Open data is great! Open data can allow for better meta-analyses and follow-up studies, and can provide great opportunities for improving methods (which I’ve been doing quite a bit of lately). Something that really set in recently though, is that open data can be an amazing resource for teaching.

When writing my textbook, I wanted to use real data from published papers in the examples, with the goal being to re-make figures from those papers as the exercises in the book. (More about how I ended up writing a textbook in a later post.) However, I did most of the dataset hunting back in 2011 and 2012, and I was hard pressed to find real data to use. I made it work and found data from a few different subfields of psychology, but it was much more difficult than I would’ve liked. Later on I gave a few workshops and found some better datasets, but things were still difficult. Open data has become much more prominent in the last few years though, at least compared to how things were then. More recently, at Neurohackweek we had a great tutorial on MRI image processing, using open data from the Human Connectome Project [link].

The big realization for me was coming across @openstatslab on Twitter.

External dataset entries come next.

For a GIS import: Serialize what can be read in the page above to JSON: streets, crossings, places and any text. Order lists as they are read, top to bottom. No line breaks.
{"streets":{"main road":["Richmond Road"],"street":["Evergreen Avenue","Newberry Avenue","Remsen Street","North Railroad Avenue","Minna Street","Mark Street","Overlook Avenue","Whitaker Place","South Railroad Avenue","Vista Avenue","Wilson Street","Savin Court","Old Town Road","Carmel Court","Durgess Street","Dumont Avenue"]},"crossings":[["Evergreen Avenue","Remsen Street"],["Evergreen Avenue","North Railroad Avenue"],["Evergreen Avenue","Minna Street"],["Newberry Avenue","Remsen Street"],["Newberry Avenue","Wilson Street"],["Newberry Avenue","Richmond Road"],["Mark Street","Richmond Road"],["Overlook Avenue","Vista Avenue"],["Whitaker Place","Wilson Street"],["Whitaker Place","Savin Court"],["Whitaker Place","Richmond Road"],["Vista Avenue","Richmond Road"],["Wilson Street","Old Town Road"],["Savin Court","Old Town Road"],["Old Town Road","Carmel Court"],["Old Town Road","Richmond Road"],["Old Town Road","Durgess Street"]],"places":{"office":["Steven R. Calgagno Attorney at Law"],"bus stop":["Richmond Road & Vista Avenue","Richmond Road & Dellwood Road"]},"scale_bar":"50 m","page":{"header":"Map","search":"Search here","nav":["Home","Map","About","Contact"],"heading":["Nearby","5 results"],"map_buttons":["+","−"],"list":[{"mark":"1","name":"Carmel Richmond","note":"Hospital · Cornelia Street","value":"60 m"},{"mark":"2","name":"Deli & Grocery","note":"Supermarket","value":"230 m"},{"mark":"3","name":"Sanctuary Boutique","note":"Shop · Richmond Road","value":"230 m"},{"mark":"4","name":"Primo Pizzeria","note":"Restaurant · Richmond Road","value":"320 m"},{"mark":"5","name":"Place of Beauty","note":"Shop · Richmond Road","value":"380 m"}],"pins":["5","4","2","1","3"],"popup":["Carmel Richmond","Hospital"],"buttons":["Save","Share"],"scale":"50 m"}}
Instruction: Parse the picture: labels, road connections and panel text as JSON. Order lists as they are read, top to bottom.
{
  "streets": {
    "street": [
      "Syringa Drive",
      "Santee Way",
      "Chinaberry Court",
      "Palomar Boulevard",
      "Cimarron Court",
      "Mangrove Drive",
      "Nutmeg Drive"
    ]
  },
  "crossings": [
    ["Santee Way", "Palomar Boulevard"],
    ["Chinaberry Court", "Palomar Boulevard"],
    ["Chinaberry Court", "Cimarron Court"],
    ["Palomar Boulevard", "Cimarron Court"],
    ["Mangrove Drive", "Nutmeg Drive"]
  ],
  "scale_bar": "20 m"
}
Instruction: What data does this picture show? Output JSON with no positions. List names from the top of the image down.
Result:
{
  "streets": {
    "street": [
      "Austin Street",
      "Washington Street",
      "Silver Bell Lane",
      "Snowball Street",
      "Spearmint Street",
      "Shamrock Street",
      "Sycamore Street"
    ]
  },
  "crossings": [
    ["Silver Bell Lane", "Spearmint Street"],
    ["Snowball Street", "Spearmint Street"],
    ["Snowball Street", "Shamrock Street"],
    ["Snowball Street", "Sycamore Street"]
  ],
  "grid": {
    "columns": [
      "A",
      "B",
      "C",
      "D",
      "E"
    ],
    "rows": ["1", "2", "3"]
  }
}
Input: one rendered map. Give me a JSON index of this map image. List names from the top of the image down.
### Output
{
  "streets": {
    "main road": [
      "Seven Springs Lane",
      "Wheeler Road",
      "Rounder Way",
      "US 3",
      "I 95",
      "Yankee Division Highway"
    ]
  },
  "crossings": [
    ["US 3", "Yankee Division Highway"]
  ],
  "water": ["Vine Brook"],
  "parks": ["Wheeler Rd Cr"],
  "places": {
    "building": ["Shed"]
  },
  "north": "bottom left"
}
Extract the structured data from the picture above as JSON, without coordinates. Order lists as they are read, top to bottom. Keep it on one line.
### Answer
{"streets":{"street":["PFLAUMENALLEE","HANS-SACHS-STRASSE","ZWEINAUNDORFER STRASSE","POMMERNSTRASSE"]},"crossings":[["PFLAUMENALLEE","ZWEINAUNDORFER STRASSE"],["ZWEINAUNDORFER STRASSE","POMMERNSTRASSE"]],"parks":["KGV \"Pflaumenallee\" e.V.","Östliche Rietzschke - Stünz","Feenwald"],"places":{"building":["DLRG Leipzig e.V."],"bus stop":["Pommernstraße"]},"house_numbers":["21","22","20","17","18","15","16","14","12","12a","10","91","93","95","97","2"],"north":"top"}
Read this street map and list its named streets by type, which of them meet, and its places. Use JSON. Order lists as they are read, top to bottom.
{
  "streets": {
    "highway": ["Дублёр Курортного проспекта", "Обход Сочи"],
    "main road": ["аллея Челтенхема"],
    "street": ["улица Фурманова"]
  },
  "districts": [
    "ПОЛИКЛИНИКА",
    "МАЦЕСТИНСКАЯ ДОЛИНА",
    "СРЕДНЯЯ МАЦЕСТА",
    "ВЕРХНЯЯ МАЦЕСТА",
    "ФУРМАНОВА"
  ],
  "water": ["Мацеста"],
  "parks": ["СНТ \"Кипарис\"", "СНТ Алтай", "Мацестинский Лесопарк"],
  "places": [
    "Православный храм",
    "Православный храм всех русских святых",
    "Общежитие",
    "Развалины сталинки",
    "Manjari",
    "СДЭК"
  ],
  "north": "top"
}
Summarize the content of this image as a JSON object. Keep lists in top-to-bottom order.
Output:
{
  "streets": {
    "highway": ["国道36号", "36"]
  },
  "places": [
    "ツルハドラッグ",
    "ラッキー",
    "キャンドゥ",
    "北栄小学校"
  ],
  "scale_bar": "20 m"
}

I think this initiative is amazing.

The basic principle is simple, “[using] open data sets from articles published in Psychological Science to help teach introductory statistics.” Kevin McIntyre, the creator of Open Stats Lab, developed activities to go with papers that were published with accompanying open datasets. Activities are categorized by statistical method (e.g., regression vs. ANOVA) and are outlined as discrete learning objectives. The original paper and dataset are linked alongside the activity to make things simple, and teaching intro stats for psychology couldn’t be easier!

…and if all that isn’t enough, showing open science early on could help shift the field towards open science.

It’s great to be able to have these activities available rather than just being stuck with either the textbook resources or delving into the internet to scavenge for open data (like I had to do in the past). Hopefully this post makes more people aware of Open Stats Lab, so more academics can take advantage of this fantastic resource!